Dember rallied neighbours in an online forum to contact the city with concerns. Among their frustrations was that few understood what the permanent closure meant, and what qualified as the “local traffic” that is still allowed on the streets.

That confusion highlights why cities usually have lengthy processes for changes like this. Typically, officials will present multiple options for street plans, solicit public comment, hold community meetings, and allow for an adjustment period. It’s often a cumbersome process that can take months or years, where even seemingly minor issues can get heated. So it’s easy to see why, in a public health emergency, the city would opt to seek forgiveness rather than permission. But with a decision that’s expected to last well beyond the state of emergency, many residents still expect to have a voice in the process.

The city has offered some clarity in a blog post, writing that, “People with destinations along Stay Healthy Streets – like residents, essential workers, emergency service providers, delivery providers, and garbage and recycling collectors will continue to have vehicle access”. But what most people experience on the ground isn’t so descriptive. Seattleites now turn onto their streets to see sandwich boards that say “Street Closed”. Smaller plastic signs say “Local access & deliveries OK,” but they're only readable up close.

For Tom Fucoloro, who writes Seattle Bike Blog, one of the biggest points of confusion is the word “closed.”

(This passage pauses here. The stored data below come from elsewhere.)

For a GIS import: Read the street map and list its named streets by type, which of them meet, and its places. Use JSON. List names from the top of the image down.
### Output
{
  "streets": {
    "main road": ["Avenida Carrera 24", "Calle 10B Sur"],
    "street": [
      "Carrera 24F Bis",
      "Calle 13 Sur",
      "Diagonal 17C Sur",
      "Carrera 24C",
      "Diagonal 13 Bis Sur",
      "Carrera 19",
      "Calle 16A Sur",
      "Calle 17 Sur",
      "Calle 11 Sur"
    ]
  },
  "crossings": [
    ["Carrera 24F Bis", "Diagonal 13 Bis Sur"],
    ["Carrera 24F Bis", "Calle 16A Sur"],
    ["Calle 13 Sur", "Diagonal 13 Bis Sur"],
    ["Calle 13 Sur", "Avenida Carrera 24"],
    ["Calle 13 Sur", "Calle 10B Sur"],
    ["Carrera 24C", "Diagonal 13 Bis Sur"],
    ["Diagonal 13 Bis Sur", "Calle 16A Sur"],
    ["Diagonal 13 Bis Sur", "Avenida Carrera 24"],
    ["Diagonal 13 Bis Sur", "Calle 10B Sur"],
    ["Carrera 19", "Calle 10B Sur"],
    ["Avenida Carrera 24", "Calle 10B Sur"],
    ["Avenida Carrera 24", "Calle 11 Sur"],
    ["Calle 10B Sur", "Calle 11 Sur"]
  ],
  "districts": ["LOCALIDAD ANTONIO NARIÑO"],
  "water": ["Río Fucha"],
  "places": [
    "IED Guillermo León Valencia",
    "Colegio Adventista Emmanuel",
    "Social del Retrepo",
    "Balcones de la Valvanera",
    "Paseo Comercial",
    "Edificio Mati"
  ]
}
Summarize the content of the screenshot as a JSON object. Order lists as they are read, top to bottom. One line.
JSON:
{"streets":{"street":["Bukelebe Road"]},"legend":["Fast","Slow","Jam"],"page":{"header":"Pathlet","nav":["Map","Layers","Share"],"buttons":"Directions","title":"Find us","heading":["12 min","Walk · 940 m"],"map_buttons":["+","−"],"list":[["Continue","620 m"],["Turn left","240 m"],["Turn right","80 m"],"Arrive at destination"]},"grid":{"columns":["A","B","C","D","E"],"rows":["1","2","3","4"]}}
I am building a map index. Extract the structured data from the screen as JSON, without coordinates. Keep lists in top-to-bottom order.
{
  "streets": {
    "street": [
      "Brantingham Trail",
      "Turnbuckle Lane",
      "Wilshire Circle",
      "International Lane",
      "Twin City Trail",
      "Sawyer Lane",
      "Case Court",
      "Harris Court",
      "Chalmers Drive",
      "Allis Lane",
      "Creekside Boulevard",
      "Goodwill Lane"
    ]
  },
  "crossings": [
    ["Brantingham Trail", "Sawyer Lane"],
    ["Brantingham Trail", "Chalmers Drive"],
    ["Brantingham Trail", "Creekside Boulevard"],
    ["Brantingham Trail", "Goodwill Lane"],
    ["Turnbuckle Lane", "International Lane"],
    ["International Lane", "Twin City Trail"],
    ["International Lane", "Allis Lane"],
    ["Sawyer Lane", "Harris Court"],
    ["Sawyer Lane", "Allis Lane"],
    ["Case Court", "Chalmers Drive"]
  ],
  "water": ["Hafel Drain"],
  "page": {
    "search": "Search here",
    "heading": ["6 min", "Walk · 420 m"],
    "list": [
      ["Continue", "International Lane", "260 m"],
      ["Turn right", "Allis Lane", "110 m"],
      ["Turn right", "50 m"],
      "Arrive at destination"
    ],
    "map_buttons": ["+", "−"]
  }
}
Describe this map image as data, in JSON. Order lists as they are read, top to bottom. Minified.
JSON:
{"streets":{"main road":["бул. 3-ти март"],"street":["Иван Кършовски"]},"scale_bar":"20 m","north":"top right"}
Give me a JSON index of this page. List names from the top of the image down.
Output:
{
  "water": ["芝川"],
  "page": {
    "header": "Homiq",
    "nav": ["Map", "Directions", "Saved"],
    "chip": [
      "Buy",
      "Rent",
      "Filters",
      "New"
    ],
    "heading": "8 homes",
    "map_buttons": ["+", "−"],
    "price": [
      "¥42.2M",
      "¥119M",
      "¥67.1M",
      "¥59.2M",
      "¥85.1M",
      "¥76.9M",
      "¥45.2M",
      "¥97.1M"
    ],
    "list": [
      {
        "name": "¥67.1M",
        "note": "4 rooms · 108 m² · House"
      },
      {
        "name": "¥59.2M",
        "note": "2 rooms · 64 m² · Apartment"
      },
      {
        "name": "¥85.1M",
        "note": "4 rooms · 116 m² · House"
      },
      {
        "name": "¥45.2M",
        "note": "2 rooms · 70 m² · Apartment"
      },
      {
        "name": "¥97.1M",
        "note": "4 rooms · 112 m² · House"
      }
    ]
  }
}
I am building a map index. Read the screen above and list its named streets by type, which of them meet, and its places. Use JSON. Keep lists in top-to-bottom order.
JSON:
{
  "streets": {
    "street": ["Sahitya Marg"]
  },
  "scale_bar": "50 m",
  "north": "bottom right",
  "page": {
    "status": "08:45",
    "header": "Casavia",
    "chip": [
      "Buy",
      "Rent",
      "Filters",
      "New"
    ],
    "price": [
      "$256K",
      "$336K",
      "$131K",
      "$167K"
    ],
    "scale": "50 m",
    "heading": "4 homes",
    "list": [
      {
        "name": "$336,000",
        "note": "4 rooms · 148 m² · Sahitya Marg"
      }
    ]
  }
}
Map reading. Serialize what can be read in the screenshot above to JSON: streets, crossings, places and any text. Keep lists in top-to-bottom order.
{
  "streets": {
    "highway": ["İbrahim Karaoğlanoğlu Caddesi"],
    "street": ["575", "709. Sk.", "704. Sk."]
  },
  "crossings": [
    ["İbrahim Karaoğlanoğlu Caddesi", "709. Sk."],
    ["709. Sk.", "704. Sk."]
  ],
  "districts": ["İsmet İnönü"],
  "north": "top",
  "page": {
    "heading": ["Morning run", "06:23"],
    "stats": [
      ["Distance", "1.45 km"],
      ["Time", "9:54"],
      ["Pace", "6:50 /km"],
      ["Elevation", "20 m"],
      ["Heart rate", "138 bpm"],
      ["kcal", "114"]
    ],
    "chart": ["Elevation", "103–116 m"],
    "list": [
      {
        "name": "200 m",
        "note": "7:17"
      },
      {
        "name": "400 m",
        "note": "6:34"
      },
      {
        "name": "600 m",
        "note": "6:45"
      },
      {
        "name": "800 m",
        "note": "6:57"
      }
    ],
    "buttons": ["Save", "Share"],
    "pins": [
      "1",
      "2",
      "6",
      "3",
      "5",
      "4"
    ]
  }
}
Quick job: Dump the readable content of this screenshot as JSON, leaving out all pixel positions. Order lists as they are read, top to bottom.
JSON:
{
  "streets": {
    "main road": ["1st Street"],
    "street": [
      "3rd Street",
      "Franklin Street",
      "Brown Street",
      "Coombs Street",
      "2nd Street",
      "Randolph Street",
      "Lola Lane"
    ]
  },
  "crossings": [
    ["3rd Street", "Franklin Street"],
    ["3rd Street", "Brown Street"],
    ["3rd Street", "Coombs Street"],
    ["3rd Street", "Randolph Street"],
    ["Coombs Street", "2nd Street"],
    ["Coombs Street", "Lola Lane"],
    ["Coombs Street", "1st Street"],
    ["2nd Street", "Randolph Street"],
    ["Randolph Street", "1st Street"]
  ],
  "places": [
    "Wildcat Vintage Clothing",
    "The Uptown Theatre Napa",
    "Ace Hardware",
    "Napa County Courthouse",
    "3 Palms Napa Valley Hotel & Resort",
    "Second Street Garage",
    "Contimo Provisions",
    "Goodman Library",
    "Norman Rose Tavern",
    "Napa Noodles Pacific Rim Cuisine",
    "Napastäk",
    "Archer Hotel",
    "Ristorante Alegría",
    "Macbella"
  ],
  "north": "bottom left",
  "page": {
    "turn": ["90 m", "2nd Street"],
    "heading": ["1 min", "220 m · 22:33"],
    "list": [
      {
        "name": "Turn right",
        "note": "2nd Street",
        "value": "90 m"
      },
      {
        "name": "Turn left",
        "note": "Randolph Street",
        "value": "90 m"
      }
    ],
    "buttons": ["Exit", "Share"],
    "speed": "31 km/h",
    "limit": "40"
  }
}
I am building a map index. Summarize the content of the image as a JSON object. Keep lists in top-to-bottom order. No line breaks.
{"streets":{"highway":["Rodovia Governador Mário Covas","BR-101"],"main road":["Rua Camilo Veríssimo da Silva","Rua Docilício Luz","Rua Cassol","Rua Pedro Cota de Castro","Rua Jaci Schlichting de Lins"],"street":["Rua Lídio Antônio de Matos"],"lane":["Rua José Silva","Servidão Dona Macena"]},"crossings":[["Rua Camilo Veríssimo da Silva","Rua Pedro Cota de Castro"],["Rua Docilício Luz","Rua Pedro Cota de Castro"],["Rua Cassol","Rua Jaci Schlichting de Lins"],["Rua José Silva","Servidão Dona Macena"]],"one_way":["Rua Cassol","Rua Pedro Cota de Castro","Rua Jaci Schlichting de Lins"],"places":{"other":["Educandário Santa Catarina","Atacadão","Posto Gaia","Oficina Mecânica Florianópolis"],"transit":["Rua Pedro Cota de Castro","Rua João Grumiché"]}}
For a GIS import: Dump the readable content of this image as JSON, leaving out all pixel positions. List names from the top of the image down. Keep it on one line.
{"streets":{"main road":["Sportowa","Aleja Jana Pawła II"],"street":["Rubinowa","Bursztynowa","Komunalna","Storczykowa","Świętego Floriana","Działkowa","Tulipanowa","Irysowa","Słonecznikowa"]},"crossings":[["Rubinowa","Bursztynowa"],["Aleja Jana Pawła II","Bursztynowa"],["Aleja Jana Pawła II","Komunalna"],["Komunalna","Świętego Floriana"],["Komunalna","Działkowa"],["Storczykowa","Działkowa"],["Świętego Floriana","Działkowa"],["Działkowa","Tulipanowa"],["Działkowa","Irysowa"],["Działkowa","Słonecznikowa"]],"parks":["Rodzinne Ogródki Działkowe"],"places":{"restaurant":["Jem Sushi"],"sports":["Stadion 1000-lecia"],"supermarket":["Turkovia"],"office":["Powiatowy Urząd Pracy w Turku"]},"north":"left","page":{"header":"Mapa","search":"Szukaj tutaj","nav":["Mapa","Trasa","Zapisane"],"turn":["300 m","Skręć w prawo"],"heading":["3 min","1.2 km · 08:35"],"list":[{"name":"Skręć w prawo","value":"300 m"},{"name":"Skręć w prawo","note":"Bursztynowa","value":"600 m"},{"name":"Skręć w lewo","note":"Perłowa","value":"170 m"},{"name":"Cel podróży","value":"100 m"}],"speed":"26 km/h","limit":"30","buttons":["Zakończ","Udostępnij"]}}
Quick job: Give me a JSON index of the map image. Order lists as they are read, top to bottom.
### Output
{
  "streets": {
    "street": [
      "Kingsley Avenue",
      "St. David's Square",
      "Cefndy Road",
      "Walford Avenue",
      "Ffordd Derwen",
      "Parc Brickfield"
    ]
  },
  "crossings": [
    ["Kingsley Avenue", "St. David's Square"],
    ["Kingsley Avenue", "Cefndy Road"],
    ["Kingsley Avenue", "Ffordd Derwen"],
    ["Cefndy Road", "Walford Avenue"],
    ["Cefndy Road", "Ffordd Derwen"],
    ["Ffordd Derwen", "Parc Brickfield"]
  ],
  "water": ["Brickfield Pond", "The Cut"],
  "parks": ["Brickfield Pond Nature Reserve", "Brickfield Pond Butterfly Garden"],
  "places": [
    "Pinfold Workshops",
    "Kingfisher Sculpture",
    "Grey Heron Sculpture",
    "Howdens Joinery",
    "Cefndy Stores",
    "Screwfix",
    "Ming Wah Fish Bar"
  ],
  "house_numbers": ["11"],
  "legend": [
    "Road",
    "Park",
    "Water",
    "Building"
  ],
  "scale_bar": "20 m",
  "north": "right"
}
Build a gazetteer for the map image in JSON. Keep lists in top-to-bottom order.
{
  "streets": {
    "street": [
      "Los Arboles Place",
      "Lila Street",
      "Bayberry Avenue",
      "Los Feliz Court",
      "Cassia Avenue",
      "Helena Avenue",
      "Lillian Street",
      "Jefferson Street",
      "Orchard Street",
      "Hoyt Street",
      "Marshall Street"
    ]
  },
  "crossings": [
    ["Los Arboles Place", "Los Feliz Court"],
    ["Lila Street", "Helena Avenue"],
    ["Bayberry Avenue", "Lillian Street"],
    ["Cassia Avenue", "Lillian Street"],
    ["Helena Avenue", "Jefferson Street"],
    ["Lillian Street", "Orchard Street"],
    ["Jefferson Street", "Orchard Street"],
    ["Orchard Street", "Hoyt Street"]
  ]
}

“Part of that is the city making it sound cooler than it is,” he says. “Local traffic” can still drive down a street that has been declared closed, but pedestrians cannot legally walk on one that is considered open. He suggests people think of the street space as an extension of a driveway: “You don’t expect to speed down your driveway, and there might be people in it.”

Perhaps the strongest visual cue in some areas would be the presence of people, not cars, on the streets. Some places, like Greenwood’s 1st Aveue North, filled immediately with families on foot, while users in the Rainier Valley say they haven’t seen the same.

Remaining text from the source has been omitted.